__WHAT IS EXPECTED__
From the records below, pull each line that has "Negeri".

__SUPPLIED MATERIAL__

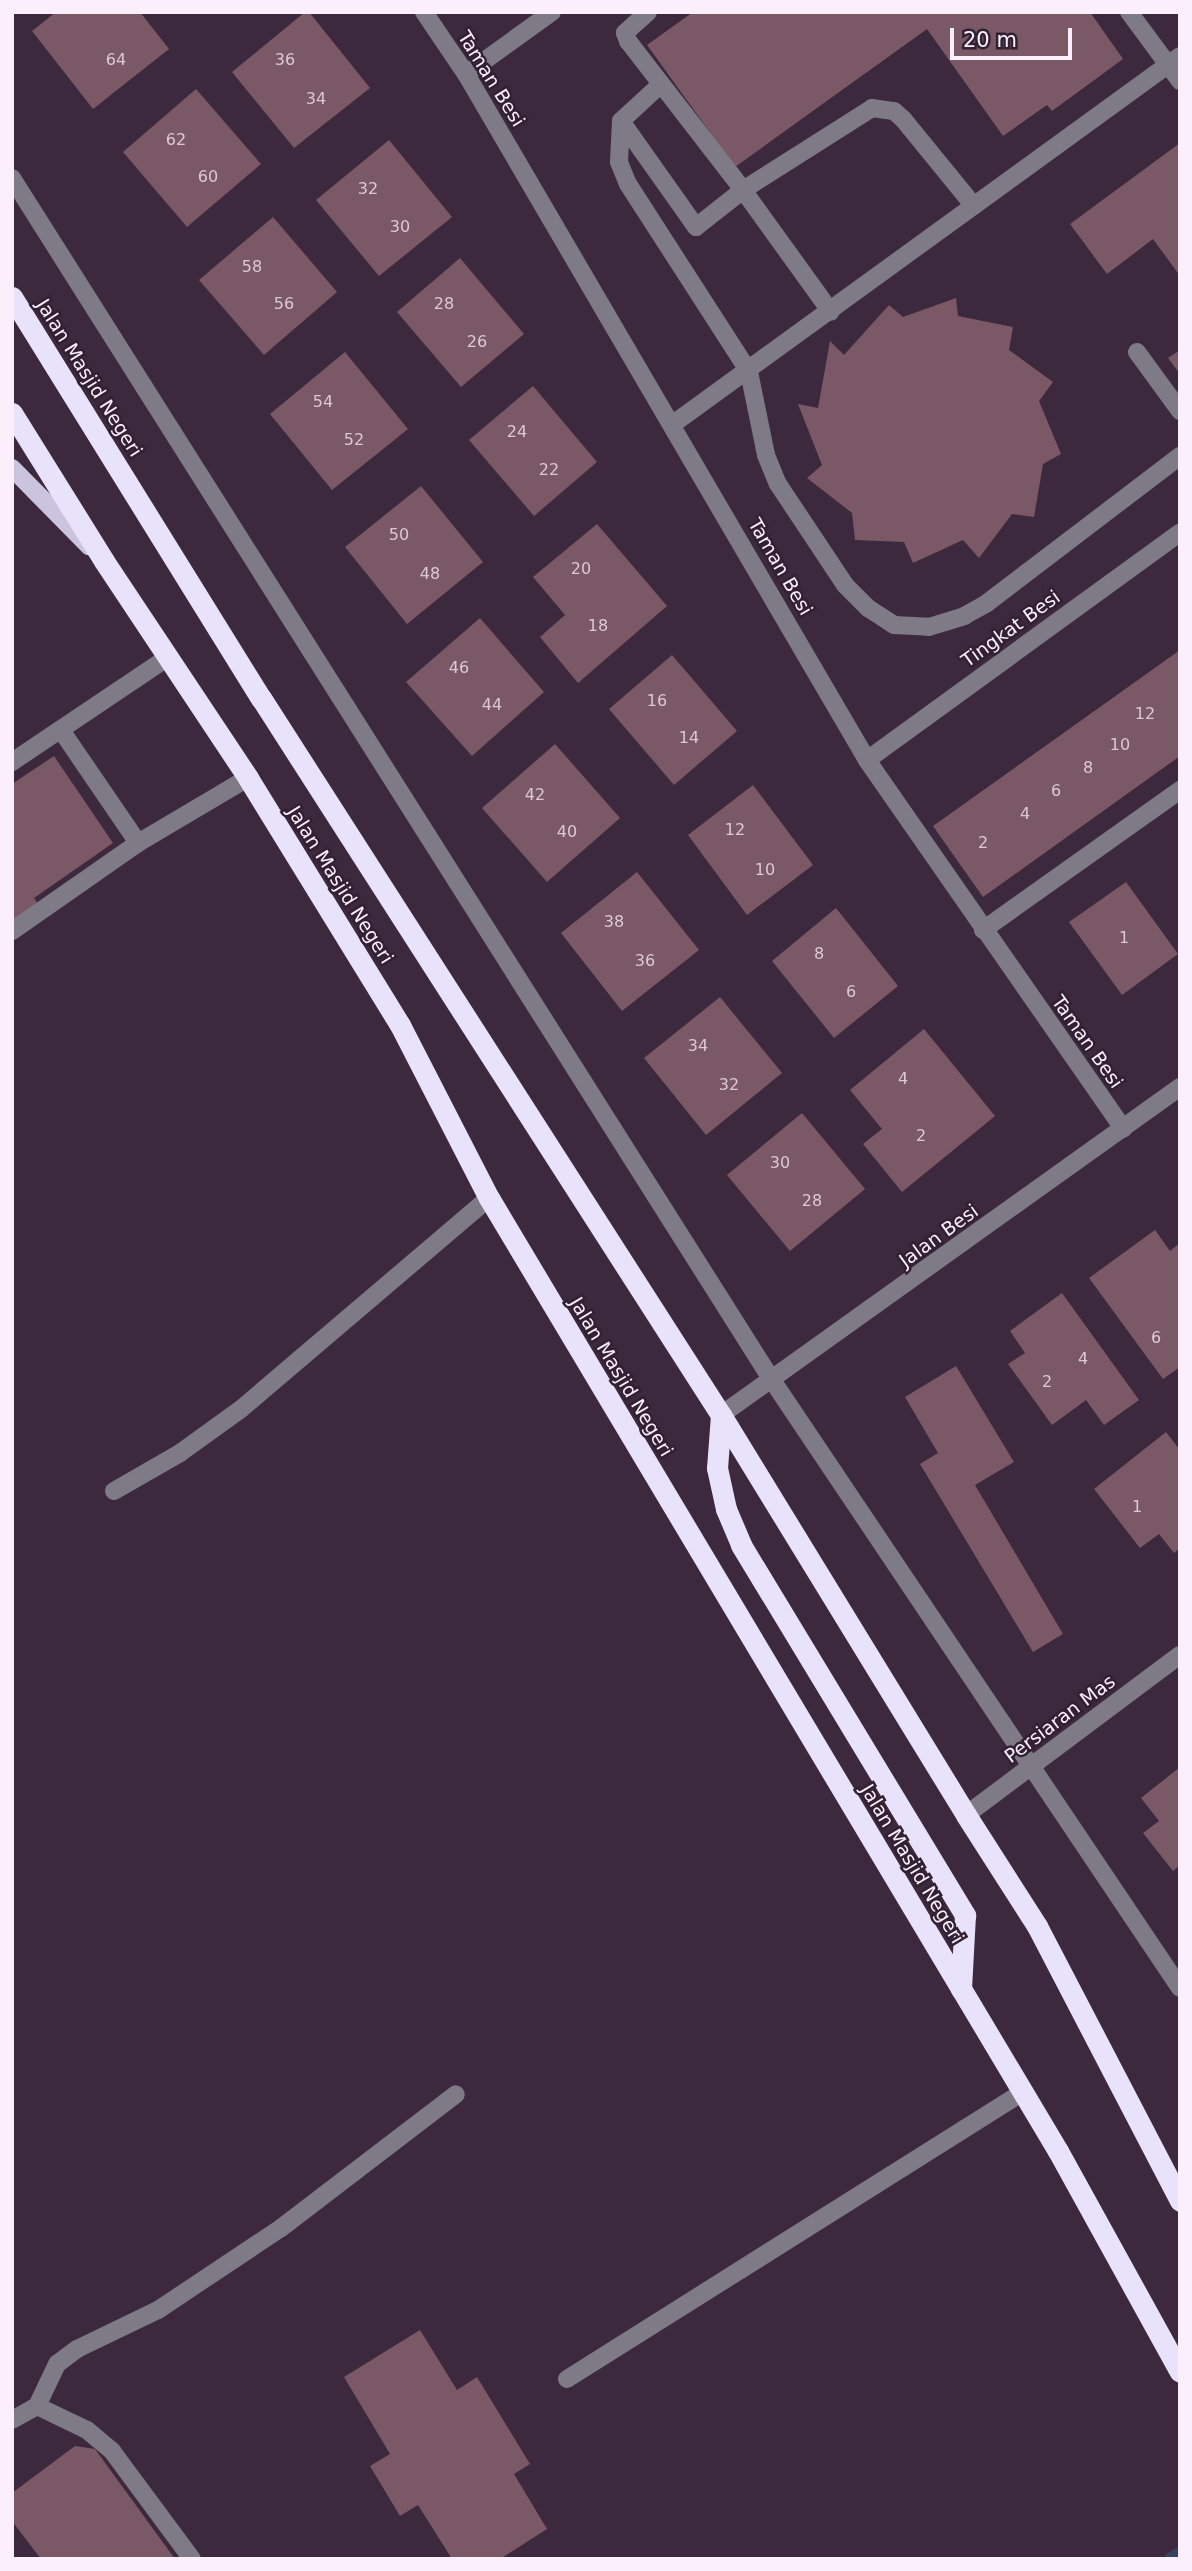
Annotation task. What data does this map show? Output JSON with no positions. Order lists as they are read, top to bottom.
{
  "streets": {
    "highway": ["Jalan Masjid Negeri"],
    "street": [
      "Taman Besi",
      "Tingkat Besi",
      "Jalan Besi",
      "Persiaran Mas"
    ]
  },
  "crossings": [
    ["Taman Besi", "Tingkat Besi"],
    ["Taman Besi", "Jalan Besi"],
    ["Jalan Masjid Negeri", "Jalan Besi"],
    ["Jalan Masjid Negeri", "Persiaran Mas"]
  ],
  "house_numbers": [
    "64",
    "36",
    "34",
    "62",
    "60",
    "32",
    "30",
    "58",
    "56",
    "28",
    "26",
    "54",
    "24",
    "52",
    "22",
    "50",
    "20",
    "48",
    "18",
    "46",
    "16",
    "44",
    "12",
    "14",
    "10",
    "8",
    "6",
    "42",
    "4",
    "12",
    "40",
    "2",
    "10",
    "38",
    "1",
    "8",
    "36",
    "6",
    "34",
    "4",
    "32",
    "2",
    "30",
    "28",
    "6",
    "4",
    "2",
    "1"
  ],
  "scale_bar": "20 m"
}
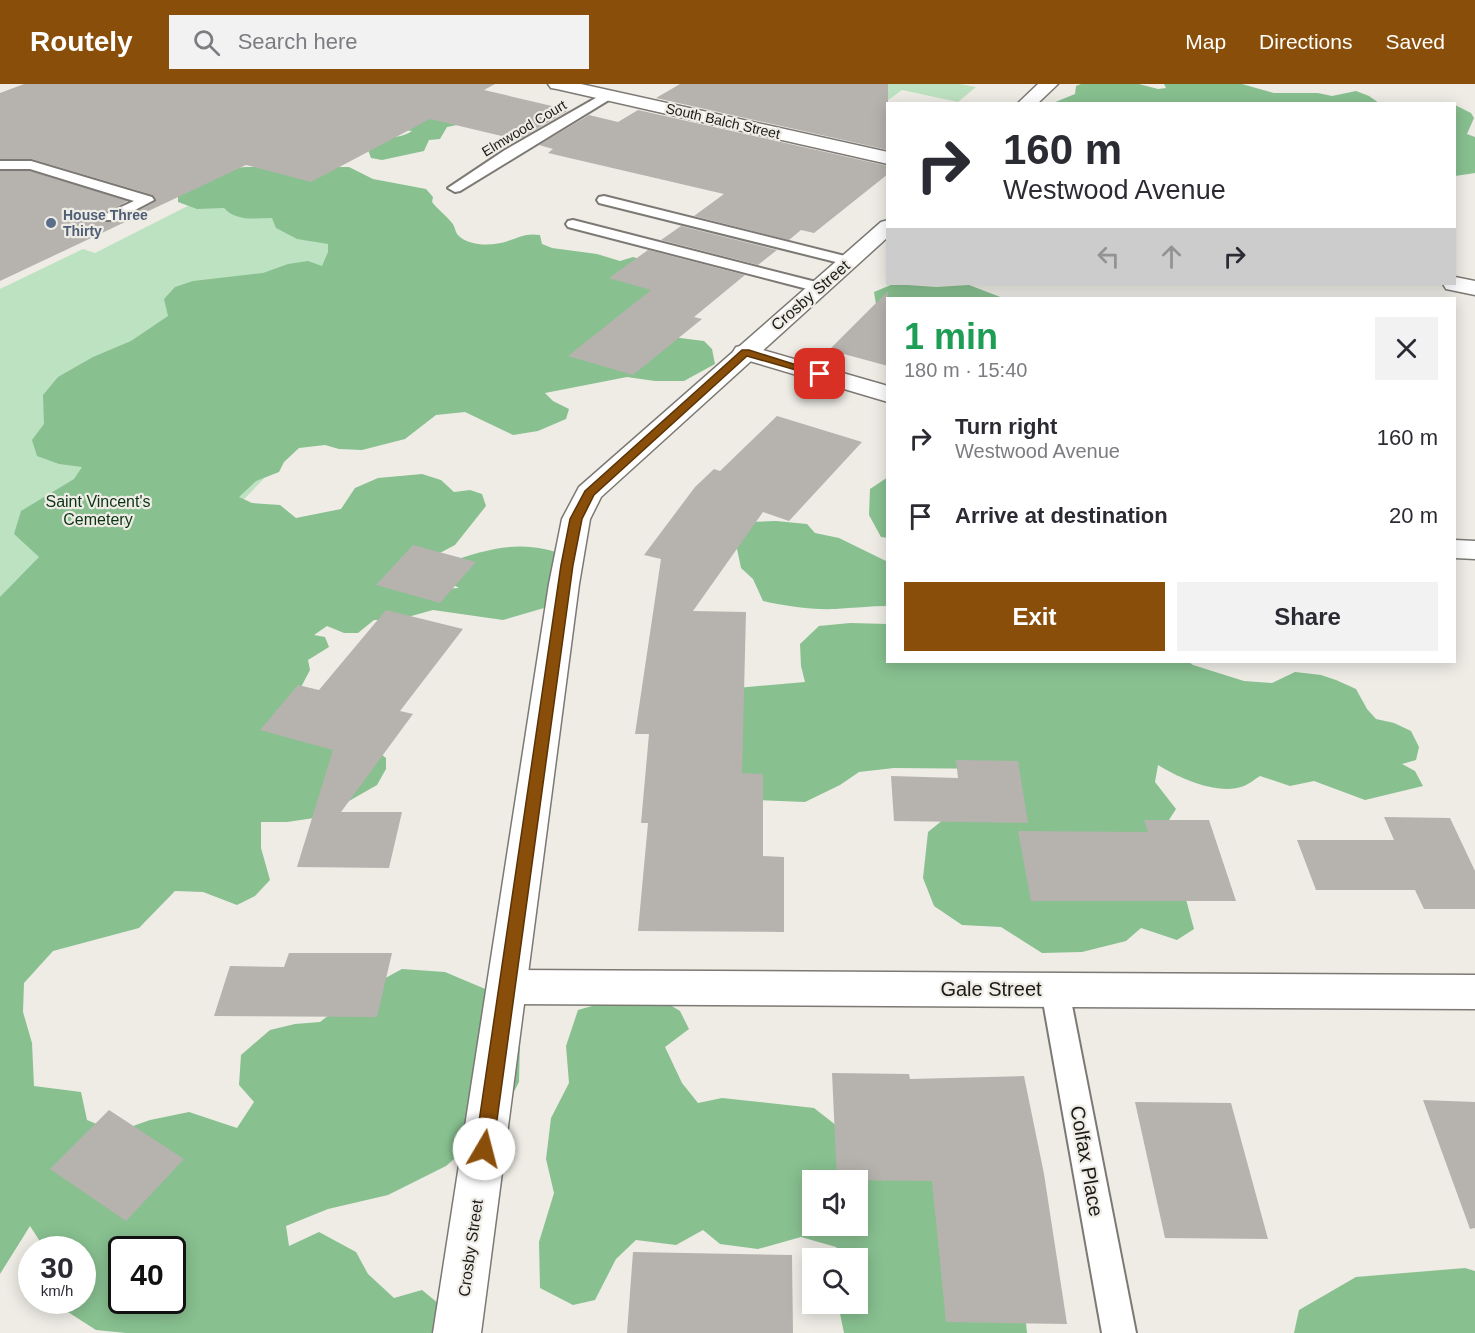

__OUTPUT__
    "highway": ["Jalan Masjid Negeri"],
    ["Jalan Masjid Negeri", "Jalan Besi"],
    ["Jalan Masjid Negeri", "Persiaran Mas"]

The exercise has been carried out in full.